§ TASK REQUIREMENTS
Where a line of the following data contains the string "accent", include it in the tally. Report the total alone.

§ DATA TO PROCESS
###

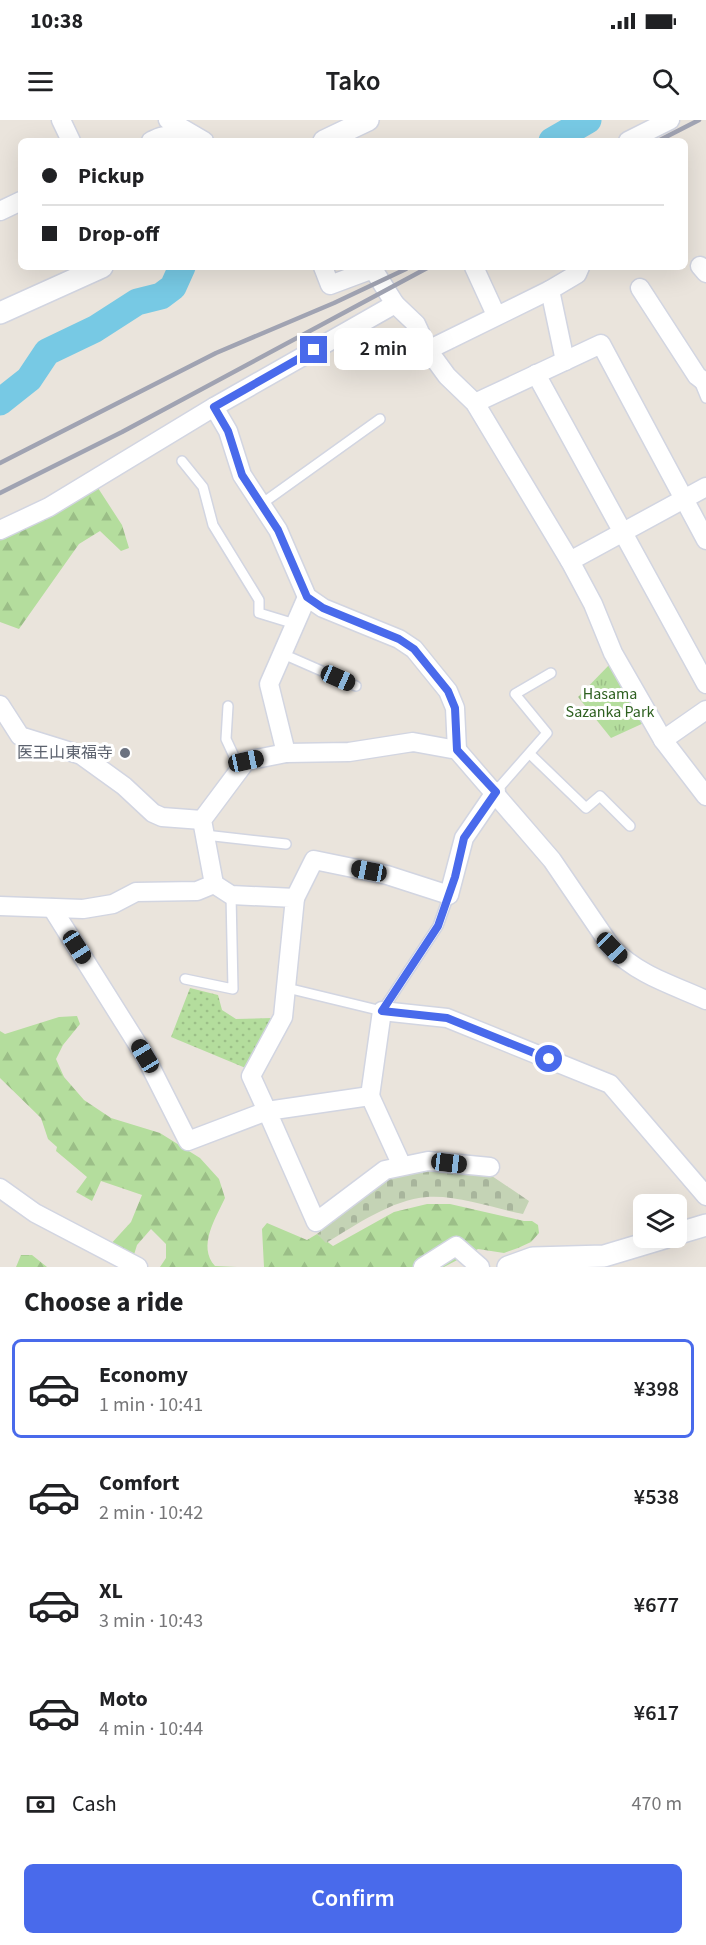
<!DOCTYPE html>
<html lang="en">
<head>
<meta charset="utf-8">
<style>
	:root { --surface:#fff; --page:#f6f6f6; --text:#202124; --muted:#757577; --line:#e0e0e0; --accent:#496aeb }
	body { margin:0; font-family:"Source Sans 3","Noto Sans JP",sans-serif; background:var(--page); color:var(--text); height:100vh; display:flex; flex-direction:column; font-size:22px; white-space:nowrap }
	* { box-sizing:border-box; margin:0 }
	p { font-size:20px; color:var(--muted) }
	.icon { flex:none; width:33px; height:33px; fill:none; stroke:currentColor; stroke-width:2; stroke-linecap:round; stroke-linejoin:round }
	.map { position:relative; height:1147px; overflow:hidden }
	.drawer { display:flex; flex-direction:column; background:var(--surface); flex:1 }
	.drawer>* { flex:none }
	.top-card { position:absolute; left:18px; top:18px; width:670px; height:132px; border-radius:9px; box-shadow:0 6px 24px #0002; display:grid; align-content:center; height:132px; padding:0 24px; background:var(--surface) }
	.controls { position:absolute; left:633px; top:1074px; display:grid; gap:12px }
	.controls a { display:grid; place-items:center; width:54px; height:54px; border-radius:9px; background:var(--surface); box-shadow:0 6px 24px #0002; font-size:30px }
	.end { position:absolute; width:27px; height:27px; margin:-14px; border:8px solid #496aeb; background:#fff; box-shadow:0 0 0 3px #fff }
	.from { border-radius:50% }
	.bubble { position:absolute; height:42px; border-radius:9px; background:var(--surface); box-shadow:0 6px 24px #0002; font-size:20px; font-weight:600; line-height:42px; text-align:center }
	.car { position:absolute; width:18px; height:36px; margin:-18px -9px; border-radius:8px; box-shadow:0 0 4px 2px #0007; background:linear-gradient(#222 24%,#8ab4d8 0 40%,#222 0 76%,#8ab4d8 0 86%,#222 0) }
	.top-card b { display:flex; align-items:center; gap:21px; height:57px; font-size:22px }
	.top-card b+b { border-top:2px solid var(--line) }
	.top-card i { width:15px; height:15px; background:var(--text) }
	ul { padding:0; list-style:none }
	li { display:flex; align-items:center; gap:18px; height:99px; margin:0 12px 9px; padding:0 12px; border:3px solid transparent; border-radius:9px }
	li div { flex:1 }
	li b { display:block; font-size:22px }
	li em { font-style:normal; font-weight:600 }
	li.current { border-color:var(--accent) }
	li>.icon { width:54px; height:54px; stroke-width:1.5 }
	h2 { padding:0 24px; font-size:27px; line-height:72px }
	.pay { display:flex; align-items:center; gap:15px; height:66px; padding:0 24px; font-size:22px }
	.pay p { margin-inline-start:auto }
	.cta { display:flex; gap:12px; margin-top:auto; padding:12px 24px }
	.cta a { flex:1; height:69px; border-radius:9px; background:var(--accent); color:#fff; font-size:24px; font-weight:600; line-height:69px; text-align:center }
	.status { display:flex; justify-content:space-between; align-items:center; height:42px; padding:0 30px; background:var(--surface); direction:ltr }
	.status svg { height:16px; fill:currentColor }
	header { display:flex; justify-content:space-between; align-items:center; height:78px; padding:0 24px; background:var(--surface); font-size:27px; font-weight:600 }
	.map>svg:first-child { display:block }
	.grass { fill:url(#grass-dots) }
	.forest { fill:url(#forest-firs) }
	.cemetery { fill:url(#cemetery-stones) }
	.park { fill:url(#park-tufts) }
	.lines { fill:none; stroke-linecap:round; stroke-linejoin:round }
	.river { stroke:#77c9e4; stroke-width:27 }
	.service-casing { stroke:#d2d5e1; stroke-width:12 }
	.minor-casing { stroke:#d2d5e1; stroke-width:21 }
	.tertiary-casing { stroke:#d2d5e1; stroke-width:24 }
	.service { stroke:#fff; stroke-width:9 }
	.minor { stroke:#fff; stroke-width:18 }
	.tertiary { stroke:#fff; stroke-width:21 }
	.rail { stroke:#a0a3b2; stroke-width:4.5 }
	.route { stroke:#496aeb; stroke-width:8 }
	.worship-dot { fill:#6b7280; stroke:#fff; stroke-width:2 }
	.labels { text-anchor:middle; dominant-baseline:central; stroke-width:6; stroke-linejoin:round; paint-order:stroke }
	.park-label { font-size:16px; fill:#2e6020; stroke:#fff }
	.worship-label { font-size:16px; fill:#5b616d; stroke:#fff; text-anchor:end }
</style>
</head>
<body>
<div class="status"><b>10:38</b><svg viewBox="0 0 49 12"><path d="M0 12V9h3v3zM5 12V6h3v6zM10 12V3h3v9zM15 12V0h3v12zM26 1h20v11H26zM47 4h2v5h-2z"/></svg></div>
<header><svg class="icon" aria-label="menu" viewBox="0 0 24 24"><path d="M4 6h16M4 12h16M4 18h16"/></svg>Tako<svg class="icon" aria-label="search" viewBox="0 0 24 24"><circle cx="10" cy="10" r="6"/><path d="M15 15l6 6"/></svg></header>
<div class="map">
<svg width="706" height="1147" viewBox="0 0 706 1147">
	<defs>
		<pattern id="grass-dots" width="8" height="8" patternUnits="userSpaceOnUse" patternTransform="scale(1.5)"><rect width="8" height="8" fill="#b4dd9d"/><path d="M2 2h.1M6 6h.1" fill="none" stroke="#9bbe87" stroke-width="1.8" stroke-linecap="round"/></pattern>
		<pattern id="forest-firs" width="22" height="20" patternUnits="userSpaceOnUse" patternTransform="scale(1.5)"><rect width="22" height="20" fill="#b4dd9d"/><path d="M5 1l3.5 6h-7zM16 11l3.5 6h-7z" fill="#9bbe87"/></pattern>
		<pattern id="cemetery-stones" width="16" height="16" patternUnits="userSpaceOnUse" patternTransform="scale(1.5)"><rect width="16" height="16" fill="#c4d3b5"/><path d="M2 7V4a2 2 0 0 1 4 0v3zM10 15v-3a2 2 0 0 1 4 0v3z" fill="#a8b59c"/></pattern>
		<pattern id="park-tufts" width="24" height="20" patternUnits="userSpaceOnUse" patternTransform="scale(1.5)"><rect width="24" height="20" fill="#b4dd9d"/><path d="M3 7l-1-3M5 7V3M7 7l1-3M15 17l-1-3M17 17v-4M19 17l1-3" fill="none" stroke="#9bbe87"/></pattern>
	</defs>
	<rect width="100%" height="100%" fill="#eae4dc"/>
	<path class="grass" d="M190,868L218,875L222,890L236,899L273,898L248,949L171,917Z"/>
	<g class="forest">
		<path d="M98,368L122,405L129,428L121,431L100,411L79,424L19,509L0,502V416Z"/>
		<path d="M77,896L80,904L63,925L56,939L64,957L84,980L111,998L160,1013L200,1038L219,1059L225,1078C216,1098 197,1126 215,1146L237,1147H160L166,1138V1124L151,1109L137,1125L133,1138L109,1126L131,1102L142,1075L101,1061L92,1081L76,1072L87,1057L56,1031L57,1027L48,1019L41,998L0,958V911L5,914L59,897Z"/>
		<path d="M427,1084H450L524,1101H532L538,1105L539,1113L531,1122L518,1128L504,1133L478,1129L444,1147H264L262,1109L267,1103L307,1120L317,1114L333,1126L394,1092Z"/>
		<path d="M21,1135H32L47,1147H16Z"/>
	</g>
	<path class="cemetery" d="M419,1047L489,1054L529,1081L523,1094C492,1088 458,1075 427,1077C391,1080 356,1105 326,1123L317,1114L387,1056Z"/>
	<path class="park" d="M612,542L646,602L611,618L578,577Z"/>
	<g class="lines">
		<g class="river">
			<path d="M552,21L588,0"/>
			<path d="M0,282L29,259L47,232L95,209L137,182L161,176L173,167L182,147"/>
		</g>
		<defs>
			<g id="service">
				<path d="M699,261L706,278"/>
				<path d="M182,341L203,367L213,405L259,480V493L295,504"/>
				<path d="M260,385L380,299"/>
				<path d="M283,534L356,566"/>
				<path d="M228,586L226,619L239,647"/>
				<path d="M530,634L586,688L600,676L630,706"/>
				<path d="M496,671L547,613L515,574L551,553"/>
				<path d="M205,715L286,724"/>
				<path d="M185,859L233,869L231,775"/>
				<path d="M287,868L382,891L438,806L449,775"/>
			</g>
			<g id="minor">
				<path d="M61,0L71,21"/>
				<path d="M168,0L204,21"/>
				<path d="M151,21C160,17 167,12 175,21"/>
				<path d="M628,21L670,0"/>
				<path d="M0,91L21,81"/>
				<path d="M700,146L706,153"/>
				<path d="M474,147L496,195"/>
				<path d="M640,168L697,256L706,263"/>
				<path d="M550,170L565,241"/>
				<path d="M395,184L416,204L428,230L447,256L475,283L570,441L593,484L613,533L663,620L706,676"/>
				<path d="M428,230L550,170L577,154L580,147"/>
				<path d="M536,254L706,564"/>
				<path d="M475,283L601,224L706,420"/>
				<path d="M214,287L228,311L242,355L278,410L307,477L323,488L399,519L414,529L448,571L455,588L457,630"/>
				<path d="M0,410L49,387L214,287L395,184L373,149L330,165L323,147"/>
				<path d="M570,441L706,367"/>
				<path d="M0,585L20,616L81,635L124,666L153,693L162,697L202,700"/>
				<path d="M663,620L706,590"/>
				<path d="M286,633L269,564L307,477"/>
				<path d="M295,778L314,740L387,755L449,775L464,718L496,671"/>
				<path d="M0,786L83,789L113,784L136,772L197,771L214,764L202,700L246,641L286,633L349,632L413,622L457,630L552,740L612,828C638,855 673,865 706,880"/>
				<path d="M52,788L145,936L188,1021L267,991L251,956L283,897L295,778L231,775L214,764"/>
				<path d="M370,976L382,891L447,898L610,964L706,1076"/>
				<path d="M402,1046L370,976L267,991L316,1102L385,1050L428,1041L490,1047"/>
				<path d="M0,1068L35,1093L138,1147"/>
				<path d="M423,1147L456,1126L480,1147"/>
			</g>
			<g id="tertiary">
				<path d="M324,21L368,0"/>
				<path d="M0,193L102,147"/>
				<path d="M676,1114L706,1105"/>
				<path d="M508,1147L533,1138L604,1136L664,1118"/>
			</g>
		</defs>
		<use href="#service" class="service-casing"/>
		<use href="#minor" class="minor-casing"/>
		<use href="#tertiary" class="tertiary-casing"/>
		<use href="#service" class="service"/>
		<use href="#minor" class="minor"/>
		<use href="#tertiary" class="tertiary"/>
		<g class="rail">
			<path d="M658,21L699,0"/>
			<path d="M0,343L216,233L334,183L406,149"/>
			<path d="M0,373L122,312L429,147"/>
		</g>
	</g>
	<g class="lines">
		<path class="route" d="M314,230L214,287L228,311L242,355L278,410L307,477L323,488L399,519L414,529L448,571L455,588L457,630L496,672L464,718L455,757L438,806L382,891L447,898L549,939"/>
	</g>
	<circle class="worship-dot" cx="125" cy="633" r="6"/>
	<g class="labels">
		<g class="park-label">
			<text x="610" y="574">Hasama<tspan x="610" dy="18">Sazanka Park</tspan></text>
		</g>
		<g class="worship-label">
			<text x="113" y="633">医王山東福寺</text>
		</g>
	</g>
</svg>
<div class="controls">
<a><svg class="icon" aria-label="layers" viewBox="0 0 24 24"><path d="M12 4l9 5-9 5-9-5zM3 14l9 5 9-5"/></svg></a>
</div>
<i class="end from" style="left:549px;top:939px"></i>
<i class="end" style="left:314px;top:230px"></i>
<div class="bubble" style="left:334px;top:208px;width:99px">2 min</div>
<i class="car" style="left:338px;top:558px;rotate:114deg"></i>
<i class="car" style="left:246px;top:641px;rotate:78deg"></i>
<i class="car" style="left:369px;top:751px;rotate:281deg"></i>
<i class="car" style="left:77px;top:827px;rotate:147deg"></i>
<i class="car" style="left:612px;top:828px;rotate:136deg"></i>
<i class="car" style="left:145px;top:936px;rotate:329deg"></i>
<i class="car" style="left:449px;top:1043px;rotate:97deg"></i>
<div class="top-card">
<b><i class="from"></i>Pickup</b>
<b><i></i>Drop-off</b>
</div>
</div>
<section class="drawer">
<h2>Choose a ride</h2>
<ul>
<li class="current"><svg class="icon" aria-label="car" viewBox="0 0 24 24"><path d="M5 17H2v-5l4-1 3-4h7l3 4 3 1v5h-3M9 17h6M6 11h13"/><circle cx="7" cy="17" r="2"/><circle cx="17" cy="17" r="2"/></svg><div><b>Economy</b><p>1 min · 10:41</p></div><em>¥398</em></li>
<li><svg class="icon" aria-label="car" viewBox="0 0 24 24"><path d="M5 17H2v-5l4-1 3-4h7l3 4 3 1v5h-3M9 17h6M6 11h13"/><circle cx="7" cy="17" r="2"/><circle cx="17" cy="17" r="2"/></svg><div><b>Comfort</b><p>2 min · 10:42</p></div><em>¥538</em></li>
<li><svg class="icon" aria-label="car" viewBox="0 0 24 24"><path d="M5 17H2v-5l4-1 3-4h7l3 4 3 1v5h-3M9 17h6M6 11h13"/><circle cx="7" cy="17" r="2"/><circle cx="17" cy="17" r="2"/></svg><div><b>XL</b><p>3 min · 10:43</p></div><em>¥677</em></li>
<li><svg class="icon" aria-label="car" viewBox="0 0 24 24"><path d="M5 17H2v-5l4-1 3-4h7l3 4 3 1v5h-3M9 17h6M6 11h13"/><circle cx="7" cy="17" r="2"/><circle cx="17" cy="17" r="2"/></svg><div><b>Moto</b><p>4 min · 10:44</p></div><em>¥617</em></li>
</ul>
<div class="pay"><svg class="icon" aria-label="cash" viewBox="0 0 24 24"><path d="M3 7h18v10H3z"/><circle cx="12" cy="12" r="2"/></svg>Cash<p>470 m</p></div>
<div class="cta"><a>Confirm</a></div>
</section>
</body>
</html>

###

§ THE ANSWER
3